Re: [PATCH 0/4] pid: add pidctl()

From: Jann Horn
Date: Mon Mar 25 2019 - 17:15:52 EST


On Mon, Mar 25, 2019 at 9:40 PM Jonathan Kowalski <bl0pbl33p@xxxxxxxxx> wrote:
> On Mon, Mar 25, 2019 at 8:34 PM Jann Horn <jannh@xxxxxxxxxx> wrote:
> >
> > [...SNIP...]
> >
> > Please don't do that. /proc/$pid/fd refers to the set of file
> > descriptors the process has open, and semantically doesn't have much
> > to do with the identity of the process. If you want to have a procfs
> > directory entry for getting a pidfd, please add a new entry. (Although
> > I don't see the point in adding a new procfs entry for this when you
> > could instead have an ioctl or syscall operating on the procfs
> > directory fd.)
>
> There is no new entry. What I was saying (and I should have been
> clearer) is that the existing entry for the fd when open'd with
> O_DIRECTORY makes the kernel resolve the symlink to /proc/<PID> of the
> process it maps to, so it would become:
>
> int dirfd = open("/proc/self/fd/3", O_DIRECTORY|O_CLOEXEC);

That still seems really weird. This magically overloads O_DIRECTORY,
which means "fail if the thing is not a directory", to suddenly have
an entirely different meaning for one magical special type of file. On
top of that, unlike an ioctl or a new syscall, it doesn't convey
explicit intent and increases the risk of confused deputy issues.

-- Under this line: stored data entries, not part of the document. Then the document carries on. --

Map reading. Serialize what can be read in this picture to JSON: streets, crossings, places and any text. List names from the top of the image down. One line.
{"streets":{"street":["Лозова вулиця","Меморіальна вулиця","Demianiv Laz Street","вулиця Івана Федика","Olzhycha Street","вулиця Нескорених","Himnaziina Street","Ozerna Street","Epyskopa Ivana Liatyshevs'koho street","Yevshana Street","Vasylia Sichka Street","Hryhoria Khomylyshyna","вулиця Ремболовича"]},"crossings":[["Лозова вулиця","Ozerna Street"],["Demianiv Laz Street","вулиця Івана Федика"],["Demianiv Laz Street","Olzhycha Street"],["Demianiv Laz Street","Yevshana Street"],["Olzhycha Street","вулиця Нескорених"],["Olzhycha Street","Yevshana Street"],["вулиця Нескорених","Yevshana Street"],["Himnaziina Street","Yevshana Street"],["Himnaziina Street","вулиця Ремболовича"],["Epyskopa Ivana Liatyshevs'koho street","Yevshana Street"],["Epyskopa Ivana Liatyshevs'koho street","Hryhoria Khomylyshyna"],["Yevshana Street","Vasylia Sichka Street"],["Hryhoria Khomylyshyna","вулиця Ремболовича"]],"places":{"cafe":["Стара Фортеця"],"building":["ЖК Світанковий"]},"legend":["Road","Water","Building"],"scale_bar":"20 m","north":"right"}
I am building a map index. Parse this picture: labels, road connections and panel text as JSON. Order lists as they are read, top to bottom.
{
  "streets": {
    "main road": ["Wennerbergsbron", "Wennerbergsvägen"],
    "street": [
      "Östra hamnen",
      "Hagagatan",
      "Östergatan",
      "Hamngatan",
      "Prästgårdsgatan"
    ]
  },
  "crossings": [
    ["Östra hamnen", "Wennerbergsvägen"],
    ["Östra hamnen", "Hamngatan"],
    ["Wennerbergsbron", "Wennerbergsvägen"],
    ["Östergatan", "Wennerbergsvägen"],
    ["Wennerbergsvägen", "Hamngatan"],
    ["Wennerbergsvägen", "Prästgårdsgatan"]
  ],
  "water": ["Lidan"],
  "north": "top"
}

> This also means you cannot cross the filesystem boundry, the said
> process needs to have a visible entry (which would mean hidepid= and
> gid= based access controls are honored), and you can only open the
> dirfd of a process in the current ns (as the PID will not map to an
> existent process if the pidfd maps to a process not in the same or
> children pid ns, in fdinfo it lists -1 in the pid field (we might not
> even need fdinfo anymore)).

AFAICS that doesn't have anything to do with whether you do this as a
syscall, as an ioctl, or as a jumped symlink. The kernel would have to
do the same security checks in any of those cases - only a classic,
non-jumped symlink would implicitly go through the existing permission
checks. And if you implement this with a non-jumped symlink, you get
races.